WHAT IS NEEDED:
The lines you return should be those containing the string "green", taken from the data below.

INFORMATION SUPPLIED:
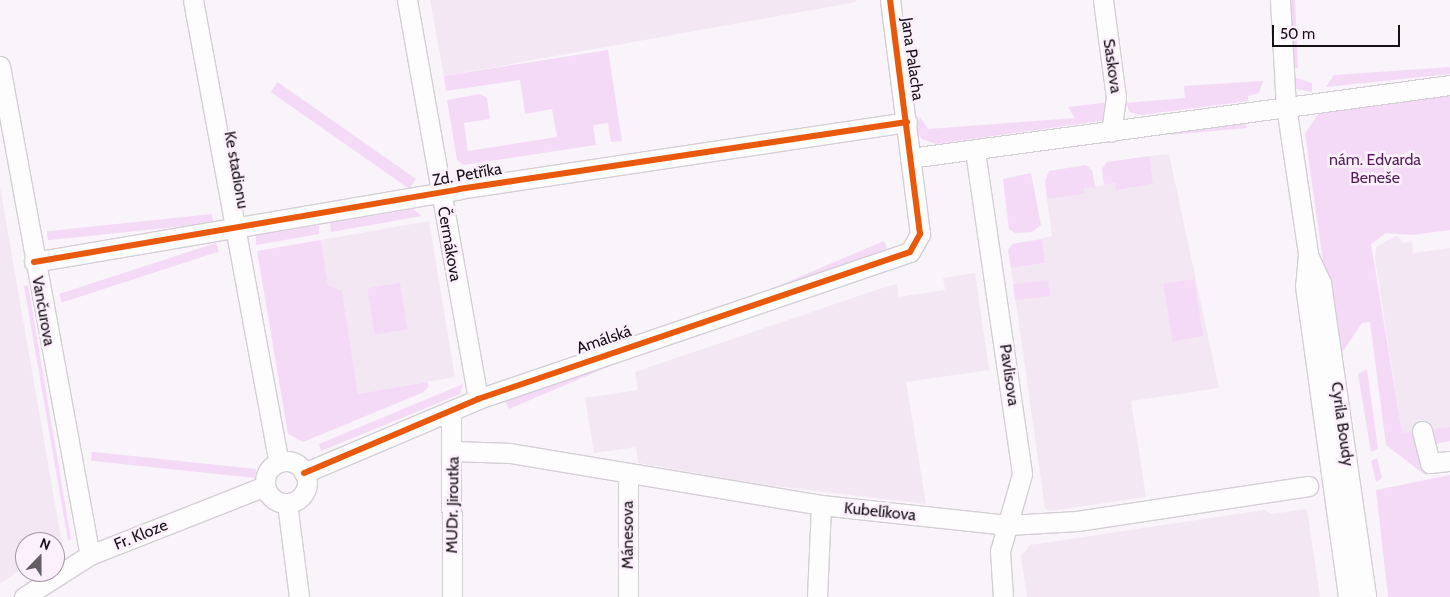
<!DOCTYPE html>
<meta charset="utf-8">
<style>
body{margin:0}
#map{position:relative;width:1450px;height:597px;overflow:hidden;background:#f9f3fa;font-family:Cabin,sans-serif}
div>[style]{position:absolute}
.built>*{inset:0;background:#f3e7f4}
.green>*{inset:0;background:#f4daf6;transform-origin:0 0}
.roads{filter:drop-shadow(1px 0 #d4cfd4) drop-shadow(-1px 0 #d4cfd4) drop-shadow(0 1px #d4cfd4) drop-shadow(0 -1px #d4cfd4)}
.minor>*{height:19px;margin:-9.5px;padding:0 9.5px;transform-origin:9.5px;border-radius:9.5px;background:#fefdfe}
.minor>.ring{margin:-9.5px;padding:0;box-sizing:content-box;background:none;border:19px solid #fefdfe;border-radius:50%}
.cycleway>*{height:6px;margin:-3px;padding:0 3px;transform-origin:3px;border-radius:3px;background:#e8590c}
span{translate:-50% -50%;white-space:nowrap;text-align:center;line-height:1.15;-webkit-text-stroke:5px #fcf0fd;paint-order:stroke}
.street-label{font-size:16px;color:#141014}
.park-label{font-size:16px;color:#541c59}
.north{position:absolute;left:15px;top:532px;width:50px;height:50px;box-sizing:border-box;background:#fcf0fd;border:1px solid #9f96a0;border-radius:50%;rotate:22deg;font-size:14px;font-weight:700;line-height:20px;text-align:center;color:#141014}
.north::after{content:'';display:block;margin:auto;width:18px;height:22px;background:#645f64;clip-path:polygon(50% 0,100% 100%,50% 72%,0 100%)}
.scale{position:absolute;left:1272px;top:25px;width:128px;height:22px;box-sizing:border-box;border:2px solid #141014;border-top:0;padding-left:6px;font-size:15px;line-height:18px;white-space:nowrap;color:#141014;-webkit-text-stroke:4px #fcf0fd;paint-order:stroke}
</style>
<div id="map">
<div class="built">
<i style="clip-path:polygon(430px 0,856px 0,856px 2px,444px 76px)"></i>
<i style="clip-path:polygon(1169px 154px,1219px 388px,1131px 401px,1146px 497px,1050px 511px,1045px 508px,1011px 268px,1045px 263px,1042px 238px,1052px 236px,1047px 199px,1085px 194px,1084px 188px,1104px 185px,1115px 183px,1116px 189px,1153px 184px,1150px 156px)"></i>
<i style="clip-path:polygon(0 187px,62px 544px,55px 548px,55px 542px,25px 542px,25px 566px,0 584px)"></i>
<i style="clip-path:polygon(429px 221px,455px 377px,358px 394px,342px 291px,328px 285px,321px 240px)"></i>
<i style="clip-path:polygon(1397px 235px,1403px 243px,1412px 242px,1413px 253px,1450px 248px,1450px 427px,1402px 434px,1375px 258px,1376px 247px)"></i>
<i style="clip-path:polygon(975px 273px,989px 370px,906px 382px,926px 504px,766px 485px,638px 463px,636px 447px,594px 453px,585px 398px,638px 390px,635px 372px,888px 286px,897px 284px,898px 297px,945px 290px,943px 278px)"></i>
<i style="clip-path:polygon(1307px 509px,1320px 597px,1027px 597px,1021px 556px,1030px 545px,1264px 510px,1271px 514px)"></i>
</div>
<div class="green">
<i style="clip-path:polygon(1289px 0,1295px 0,1298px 68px,1291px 68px)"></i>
<i style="clip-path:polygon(608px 50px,622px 141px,611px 142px,608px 123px,593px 125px,596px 145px,464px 165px,457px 160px,447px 100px,480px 94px,487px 98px,490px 119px,464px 123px,468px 151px,557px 137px,552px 109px,525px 114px,520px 80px,446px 91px,444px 76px)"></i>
<i style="clip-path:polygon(1450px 67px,1450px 74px,1326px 87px,1334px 75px)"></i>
<i style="clip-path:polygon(1293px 77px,1312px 83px,1312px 92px,1296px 89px)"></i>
<i style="clip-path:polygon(1263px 81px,1259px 93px,1248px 96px,1248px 101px,1141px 115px,1130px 112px,1125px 103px,1185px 98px,1184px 86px)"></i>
<i style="clip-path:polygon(1450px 94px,1450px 230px,1411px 235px,1386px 233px,1371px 244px,1402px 433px,1417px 431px,1425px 469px,1432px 473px,1425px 475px,1386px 445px,1370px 322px,1362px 323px,1337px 360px,1305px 134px,1319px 113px)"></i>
<i style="clip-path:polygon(1110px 102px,1106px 119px,1101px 121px,936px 144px,922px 139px,915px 129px,920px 117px,928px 129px,1075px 118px,1068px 107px)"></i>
<i style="clip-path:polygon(1245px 123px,1247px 128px,1170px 135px,1172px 133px)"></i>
<i style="clip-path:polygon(1150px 156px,1153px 184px,1116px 190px,1115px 183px,1104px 185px,1102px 169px,1107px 162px)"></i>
<i style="clip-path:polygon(1086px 165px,1092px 170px,1095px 187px,1084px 188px,1085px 194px,1047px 199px,1045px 181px,1049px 171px)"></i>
<i style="clip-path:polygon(1031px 173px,1041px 225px,1032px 232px,1015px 233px,1009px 229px,1003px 179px)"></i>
<i style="left:416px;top:179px;width:12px;height:169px;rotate:125deg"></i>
<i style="clip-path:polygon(413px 209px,422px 216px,331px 232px,330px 223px)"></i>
<i style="left:212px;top:214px;width:9px;height:166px;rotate:84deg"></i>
<i style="clip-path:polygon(319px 225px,319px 234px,256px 245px,256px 235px)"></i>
<i style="clip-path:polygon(1042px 239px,1045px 263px,1011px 268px,1008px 250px,1012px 244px)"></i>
<i style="clip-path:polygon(321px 240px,328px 285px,342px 291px,358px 394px,427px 382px,429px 386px,424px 392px,303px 442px,288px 434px,257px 251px)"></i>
<i style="left:884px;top:241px;width:8px;height:411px;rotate:67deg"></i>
<i style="left:216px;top:243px;width:9px;height:165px;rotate:72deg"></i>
<i style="left:1194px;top:279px;width:58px;height:31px;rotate:81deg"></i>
<i style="left:1048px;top:280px;width:16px;height:35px;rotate:83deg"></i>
<i style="left:400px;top:283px;width:47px;height:33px;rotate:81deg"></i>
<i style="clip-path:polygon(28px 285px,71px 539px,68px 541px,24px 286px)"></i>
<i style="clip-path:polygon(1367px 369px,1378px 449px,1371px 452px,1358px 374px)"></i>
<i style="clip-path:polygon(463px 384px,460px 394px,321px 451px,319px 444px)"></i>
<i style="clip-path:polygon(1450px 427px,1450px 441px,1435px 444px,1426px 430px)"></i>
<i style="clip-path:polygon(1377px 458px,1382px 478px,1376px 482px,1371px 461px)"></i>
<i style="left:256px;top:469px;width:9px;height:165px;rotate:96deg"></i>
<i style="clip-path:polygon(1450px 475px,1450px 597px,1388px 597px,1376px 490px)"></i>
</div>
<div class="roads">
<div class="minor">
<i style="left:193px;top:0;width:470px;rotate:79.5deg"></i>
<i style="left:407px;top:0;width:405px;rotate:79.9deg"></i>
<i style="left:1103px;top:0;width:98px;rotate:82.4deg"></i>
<i style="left:1116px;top:97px;width:35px;rotate:98deg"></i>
<i style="left:1280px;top:0;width:106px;rotate:86.8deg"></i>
<i style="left:1286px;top:106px;width:150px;rotate:81.5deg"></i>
<i style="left:1308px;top:254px;width:32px;rotate:95deg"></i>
<i style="left:1305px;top:286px;width:314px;rotate:82.1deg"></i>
<i style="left:0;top:66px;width:497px;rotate:79.6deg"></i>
<i style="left:975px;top:151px;width:326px;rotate:81.7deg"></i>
<i style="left:1022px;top:474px;width:80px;rotate:105.9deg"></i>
<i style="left:1000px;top:551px;width:46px;rotate:86.3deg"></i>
<i style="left:910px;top:158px;width:545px;rotate:-7.7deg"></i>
<i style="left:1308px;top:255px;width:31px;rotate:65deg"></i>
<i style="left:1321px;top:283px;width:317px;rotate:81.8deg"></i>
<i style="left:34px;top:262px;width:431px;rotate:-9.7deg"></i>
<i style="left:459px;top:189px;width:453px;rotate:-8.5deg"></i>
<i style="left:451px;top:413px;width:184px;rotate:89.7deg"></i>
<i style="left:1422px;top:431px;width:33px;rotate:76deg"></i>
<i style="left:1430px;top:463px;width:20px;rotate:-6deg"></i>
<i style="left:454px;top:451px;width:56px;rotate:2deg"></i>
<i style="left:510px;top:453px;width:315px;rotate:9.5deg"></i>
<i style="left:821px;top:505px;width:188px;rotate:6.1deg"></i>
<i style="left:1008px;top:525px;width:69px;rotate:-3.3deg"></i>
<i style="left:1077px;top:521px;width:234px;rotate:-8.6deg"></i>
<i class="ring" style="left:265px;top:461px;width:23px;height:23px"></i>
<i style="left:304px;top:473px;width:189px;rotate:-23deg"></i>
<i style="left:478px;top:399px;width:456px;rotate:-18.8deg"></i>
<i style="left:910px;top:252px;width:21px;rotate:-61deg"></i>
<i style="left:920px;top:234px;width:236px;rotate:-97.3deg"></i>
<i style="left:628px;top:474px;width:123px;rotate:90deg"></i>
<i style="left:287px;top:503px;width:95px;rotate:82.7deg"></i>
<i style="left:24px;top:597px;width:78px;rotate:-32.5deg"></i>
<i style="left:90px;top:555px;width:188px;rotate:-21.5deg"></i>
<i style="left:817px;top:597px;width:92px;rotate:-87.5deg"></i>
</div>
</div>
<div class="cycleway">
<i style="left:34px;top:262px;width:431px;rotate:-9.7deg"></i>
<i style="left:459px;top:189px;width:453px;rotate:-8.5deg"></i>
<i style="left:304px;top:473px;width:189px;rotate:-23deg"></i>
<i style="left:478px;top:399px;width:456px;rotate:-18.8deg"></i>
<i style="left:910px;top:252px;width:21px;rotate:-61deg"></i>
<i style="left:920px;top:234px;width:236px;rotate:-97.3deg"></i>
</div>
<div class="street-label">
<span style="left:912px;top:59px;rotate:82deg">Jana Palacha</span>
<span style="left:1112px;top:66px;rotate:82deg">Saskova</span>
<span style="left:236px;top:170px;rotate:80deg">Ke stadionu</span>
<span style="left:467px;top:175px;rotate:-10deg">Zd. Petříka</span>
<span style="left:449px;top:244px;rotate:80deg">Čermákova</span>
<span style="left:43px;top:311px;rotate:80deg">Vančurova</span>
<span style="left:604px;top:340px;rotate:-19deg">Amálská</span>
<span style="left:1009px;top:375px;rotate:82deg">Pavlisova</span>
<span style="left:1342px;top:424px;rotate:82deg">Cyrila Boudy</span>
<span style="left:453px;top:505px;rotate:-89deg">MUDr. Jiroutka</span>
<span style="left:880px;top:512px;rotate:6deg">Kubelíkova</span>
<span style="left:141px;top:535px;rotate:-22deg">Fr. Kloze</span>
<span style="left:628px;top:535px;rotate:-90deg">Mánesova</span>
</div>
<div class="park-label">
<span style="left:1375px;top:169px">nám. Edvarda<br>Beneše</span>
</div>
<div class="north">N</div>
<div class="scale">50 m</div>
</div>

RESULT BELOW:
.green>*{inset:0;background:#f4daf6;transform-origin:0 0}
<div class="green">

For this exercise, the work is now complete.